● INSTRUCTIONS FOR THE TASK
Pick each line that has "labels" out of the records.
* * * * *
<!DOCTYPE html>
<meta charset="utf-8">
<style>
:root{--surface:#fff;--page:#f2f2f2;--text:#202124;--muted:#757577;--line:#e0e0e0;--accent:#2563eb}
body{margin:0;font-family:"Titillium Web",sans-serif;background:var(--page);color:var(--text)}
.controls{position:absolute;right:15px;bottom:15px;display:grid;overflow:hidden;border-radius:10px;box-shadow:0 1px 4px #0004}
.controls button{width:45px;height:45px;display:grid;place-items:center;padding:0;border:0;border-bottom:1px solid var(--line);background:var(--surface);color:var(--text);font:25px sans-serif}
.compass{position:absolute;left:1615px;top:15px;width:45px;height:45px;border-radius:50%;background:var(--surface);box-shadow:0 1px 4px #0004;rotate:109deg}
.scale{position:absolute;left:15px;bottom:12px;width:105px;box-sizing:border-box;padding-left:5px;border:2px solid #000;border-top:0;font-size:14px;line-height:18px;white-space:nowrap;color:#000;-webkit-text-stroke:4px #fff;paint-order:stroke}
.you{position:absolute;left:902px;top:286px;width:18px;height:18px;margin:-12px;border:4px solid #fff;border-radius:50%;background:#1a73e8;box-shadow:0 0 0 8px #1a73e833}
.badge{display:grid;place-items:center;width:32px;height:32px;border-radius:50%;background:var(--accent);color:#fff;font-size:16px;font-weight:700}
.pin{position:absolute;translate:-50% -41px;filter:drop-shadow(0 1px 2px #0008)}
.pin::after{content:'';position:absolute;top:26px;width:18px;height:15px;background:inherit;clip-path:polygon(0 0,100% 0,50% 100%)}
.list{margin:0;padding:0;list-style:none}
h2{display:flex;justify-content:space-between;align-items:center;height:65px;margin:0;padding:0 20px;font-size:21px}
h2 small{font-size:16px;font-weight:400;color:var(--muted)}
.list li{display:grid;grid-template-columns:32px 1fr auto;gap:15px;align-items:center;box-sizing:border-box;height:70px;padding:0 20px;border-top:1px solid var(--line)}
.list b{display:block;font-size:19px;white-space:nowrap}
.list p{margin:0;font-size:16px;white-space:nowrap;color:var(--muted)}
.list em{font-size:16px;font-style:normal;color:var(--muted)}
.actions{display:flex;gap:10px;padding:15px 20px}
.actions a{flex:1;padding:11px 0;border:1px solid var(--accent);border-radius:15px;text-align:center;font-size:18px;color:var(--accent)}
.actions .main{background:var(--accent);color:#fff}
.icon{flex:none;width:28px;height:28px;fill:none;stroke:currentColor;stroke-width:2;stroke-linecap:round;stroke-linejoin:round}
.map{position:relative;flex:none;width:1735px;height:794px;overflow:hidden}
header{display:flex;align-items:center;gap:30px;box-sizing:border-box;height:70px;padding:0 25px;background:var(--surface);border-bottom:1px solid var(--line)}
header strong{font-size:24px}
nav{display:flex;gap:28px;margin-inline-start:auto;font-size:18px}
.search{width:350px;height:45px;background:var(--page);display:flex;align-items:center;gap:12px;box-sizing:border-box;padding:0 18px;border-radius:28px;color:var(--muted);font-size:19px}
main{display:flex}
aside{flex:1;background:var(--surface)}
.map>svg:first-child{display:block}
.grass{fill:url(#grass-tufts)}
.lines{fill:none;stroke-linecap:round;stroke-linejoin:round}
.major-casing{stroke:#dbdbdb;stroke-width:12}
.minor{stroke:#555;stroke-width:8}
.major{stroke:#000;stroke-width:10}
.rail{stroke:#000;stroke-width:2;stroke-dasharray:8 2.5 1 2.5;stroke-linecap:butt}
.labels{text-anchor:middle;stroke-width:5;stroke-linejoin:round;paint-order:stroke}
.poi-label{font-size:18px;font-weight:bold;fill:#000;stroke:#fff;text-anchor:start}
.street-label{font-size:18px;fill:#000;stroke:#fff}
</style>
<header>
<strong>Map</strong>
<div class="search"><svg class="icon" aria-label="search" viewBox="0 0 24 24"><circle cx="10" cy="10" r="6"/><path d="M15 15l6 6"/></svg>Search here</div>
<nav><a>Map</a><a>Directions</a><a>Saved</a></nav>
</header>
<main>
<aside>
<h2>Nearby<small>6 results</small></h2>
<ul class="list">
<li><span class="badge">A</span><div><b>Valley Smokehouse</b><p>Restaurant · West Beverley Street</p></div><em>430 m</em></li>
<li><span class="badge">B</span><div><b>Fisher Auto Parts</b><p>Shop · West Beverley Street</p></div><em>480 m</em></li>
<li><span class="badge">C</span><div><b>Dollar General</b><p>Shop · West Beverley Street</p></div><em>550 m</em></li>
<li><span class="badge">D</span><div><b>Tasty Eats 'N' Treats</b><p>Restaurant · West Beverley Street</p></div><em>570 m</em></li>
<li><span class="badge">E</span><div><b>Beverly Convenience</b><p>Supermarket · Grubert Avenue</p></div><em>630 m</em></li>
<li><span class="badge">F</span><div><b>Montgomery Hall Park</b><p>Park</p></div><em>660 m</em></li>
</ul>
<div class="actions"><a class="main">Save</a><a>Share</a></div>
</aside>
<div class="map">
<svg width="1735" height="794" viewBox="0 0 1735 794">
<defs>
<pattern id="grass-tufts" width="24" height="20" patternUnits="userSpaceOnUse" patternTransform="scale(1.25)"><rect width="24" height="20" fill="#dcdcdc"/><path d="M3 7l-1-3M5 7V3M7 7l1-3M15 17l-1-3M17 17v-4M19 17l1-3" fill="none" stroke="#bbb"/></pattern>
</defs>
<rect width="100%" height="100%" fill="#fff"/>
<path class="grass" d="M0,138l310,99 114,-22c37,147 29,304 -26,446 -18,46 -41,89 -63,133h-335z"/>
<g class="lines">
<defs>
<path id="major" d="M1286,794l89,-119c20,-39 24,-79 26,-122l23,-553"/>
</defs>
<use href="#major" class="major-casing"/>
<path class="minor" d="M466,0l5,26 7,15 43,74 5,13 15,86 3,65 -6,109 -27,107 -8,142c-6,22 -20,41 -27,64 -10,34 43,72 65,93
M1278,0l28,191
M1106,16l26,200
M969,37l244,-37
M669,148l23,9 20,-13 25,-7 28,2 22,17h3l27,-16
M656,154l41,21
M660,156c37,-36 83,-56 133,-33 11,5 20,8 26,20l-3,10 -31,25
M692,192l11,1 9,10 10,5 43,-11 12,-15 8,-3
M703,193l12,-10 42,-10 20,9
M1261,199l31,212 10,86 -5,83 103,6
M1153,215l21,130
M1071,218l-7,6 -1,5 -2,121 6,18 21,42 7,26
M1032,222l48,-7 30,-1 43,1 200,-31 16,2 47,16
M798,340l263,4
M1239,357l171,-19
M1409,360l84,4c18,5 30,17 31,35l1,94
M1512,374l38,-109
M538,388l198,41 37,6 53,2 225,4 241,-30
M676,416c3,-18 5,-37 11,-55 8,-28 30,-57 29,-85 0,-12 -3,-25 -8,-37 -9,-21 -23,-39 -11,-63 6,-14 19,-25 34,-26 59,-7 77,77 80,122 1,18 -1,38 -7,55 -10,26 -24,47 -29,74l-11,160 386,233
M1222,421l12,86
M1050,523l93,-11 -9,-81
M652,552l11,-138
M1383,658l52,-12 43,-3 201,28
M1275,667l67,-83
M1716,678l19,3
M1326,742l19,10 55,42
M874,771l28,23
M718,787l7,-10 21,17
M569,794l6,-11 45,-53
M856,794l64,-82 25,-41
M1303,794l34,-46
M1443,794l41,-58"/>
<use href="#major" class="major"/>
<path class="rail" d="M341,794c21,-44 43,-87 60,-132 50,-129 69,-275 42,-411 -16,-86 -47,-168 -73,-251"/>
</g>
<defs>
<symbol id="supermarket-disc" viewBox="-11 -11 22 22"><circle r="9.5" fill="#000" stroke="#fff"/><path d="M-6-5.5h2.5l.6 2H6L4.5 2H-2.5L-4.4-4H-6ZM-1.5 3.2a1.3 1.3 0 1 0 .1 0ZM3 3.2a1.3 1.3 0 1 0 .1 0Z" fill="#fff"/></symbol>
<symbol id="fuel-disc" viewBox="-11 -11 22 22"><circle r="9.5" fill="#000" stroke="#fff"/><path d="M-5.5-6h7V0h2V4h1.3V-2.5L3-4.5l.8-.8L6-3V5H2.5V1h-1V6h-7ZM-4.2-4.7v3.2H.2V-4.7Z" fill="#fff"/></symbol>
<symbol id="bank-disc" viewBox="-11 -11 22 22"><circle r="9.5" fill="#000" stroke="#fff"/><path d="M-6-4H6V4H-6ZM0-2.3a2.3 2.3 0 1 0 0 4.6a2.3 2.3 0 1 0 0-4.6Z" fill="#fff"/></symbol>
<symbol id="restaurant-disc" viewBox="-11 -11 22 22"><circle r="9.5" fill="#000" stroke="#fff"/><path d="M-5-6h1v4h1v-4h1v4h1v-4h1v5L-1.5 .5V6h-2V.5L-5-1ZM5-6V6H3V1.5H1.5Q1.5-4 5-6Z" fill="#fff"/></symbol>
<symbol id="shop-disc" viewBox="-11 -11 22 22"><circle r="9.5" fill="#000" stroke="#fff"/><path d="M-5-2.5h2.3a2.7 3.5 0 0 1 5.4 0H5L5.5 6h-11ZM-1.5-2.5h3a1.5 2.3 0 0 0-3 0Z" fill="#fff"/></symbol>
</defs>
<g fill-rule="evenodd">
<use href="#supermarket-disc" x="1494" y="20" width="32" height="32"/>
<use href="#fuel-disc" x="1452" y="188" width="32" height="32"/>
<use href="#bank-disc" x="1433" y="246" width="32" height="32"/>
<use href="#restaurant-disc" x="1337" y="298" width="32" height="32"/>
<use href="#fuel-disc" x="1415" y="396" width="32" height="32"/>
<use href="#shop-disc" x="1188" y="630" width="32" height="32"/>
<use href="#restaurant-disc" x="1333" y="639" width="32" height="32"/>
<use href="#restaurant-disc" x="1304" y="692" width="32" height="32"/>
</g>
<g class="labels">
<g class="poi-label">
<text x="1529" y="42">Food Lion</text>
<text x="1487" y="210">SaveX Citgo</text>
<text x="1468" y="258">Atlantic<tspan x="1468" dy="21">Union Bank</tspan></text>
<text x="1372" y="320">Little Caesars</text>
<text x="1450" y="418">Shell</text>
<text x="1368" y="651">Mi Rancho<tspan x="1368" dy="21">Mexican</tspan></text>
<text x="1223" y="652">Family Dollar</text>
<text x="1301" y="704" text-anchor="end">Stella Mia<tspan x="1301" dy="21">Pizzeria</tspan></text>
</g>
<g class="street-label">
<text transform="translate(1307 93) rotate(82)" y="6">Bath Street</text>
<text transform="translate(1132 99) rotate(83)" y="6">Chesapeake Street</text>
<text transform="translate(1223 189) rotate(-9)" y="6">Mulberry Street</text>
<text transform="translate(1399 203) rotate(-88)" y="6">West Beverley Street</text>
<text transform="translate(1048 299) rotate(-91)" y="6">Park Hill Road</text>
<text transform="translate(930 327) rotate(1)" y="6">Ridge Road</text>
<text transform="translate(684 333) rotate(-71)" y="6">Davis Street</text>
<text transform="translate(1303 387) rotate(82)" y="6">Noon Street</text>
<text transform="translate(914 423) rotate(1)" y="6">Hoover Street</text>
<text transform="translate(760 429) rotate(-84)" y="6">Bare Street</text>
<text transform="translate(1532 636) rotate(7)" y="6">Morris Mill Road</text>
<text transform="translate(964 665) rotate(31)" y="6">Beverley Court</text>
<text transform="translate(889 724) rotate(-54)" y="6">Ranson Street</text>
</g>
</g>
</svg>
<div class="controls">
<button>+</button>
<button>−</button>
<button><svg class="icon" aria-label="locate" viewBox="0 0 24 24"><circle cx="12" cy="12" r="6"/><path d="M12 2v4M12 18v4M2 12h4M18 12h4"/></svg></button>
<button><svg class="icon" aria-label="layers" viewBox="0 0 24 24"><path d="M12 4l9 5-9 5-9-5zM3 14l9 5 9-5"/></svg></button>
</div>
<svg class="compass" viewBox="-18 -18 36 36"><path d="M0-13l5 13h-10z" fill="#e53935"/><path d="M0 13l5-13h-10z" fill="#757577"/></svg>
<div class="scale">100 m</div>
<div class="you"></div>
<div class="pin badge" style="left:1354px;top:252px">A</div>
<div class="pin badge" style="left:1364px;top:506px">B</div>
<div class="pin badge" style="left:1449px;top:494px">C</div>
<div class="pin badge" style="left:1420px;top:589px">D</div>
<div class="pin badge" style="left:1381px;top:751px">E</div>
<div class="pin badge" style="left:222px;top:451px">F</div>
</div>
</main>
* * * * *
● WRITTEN REPLY
.labels{text-anchor:middle;stroke-width:5;stroke-linejoin:round;paint-order:stroke}
<g class="labels">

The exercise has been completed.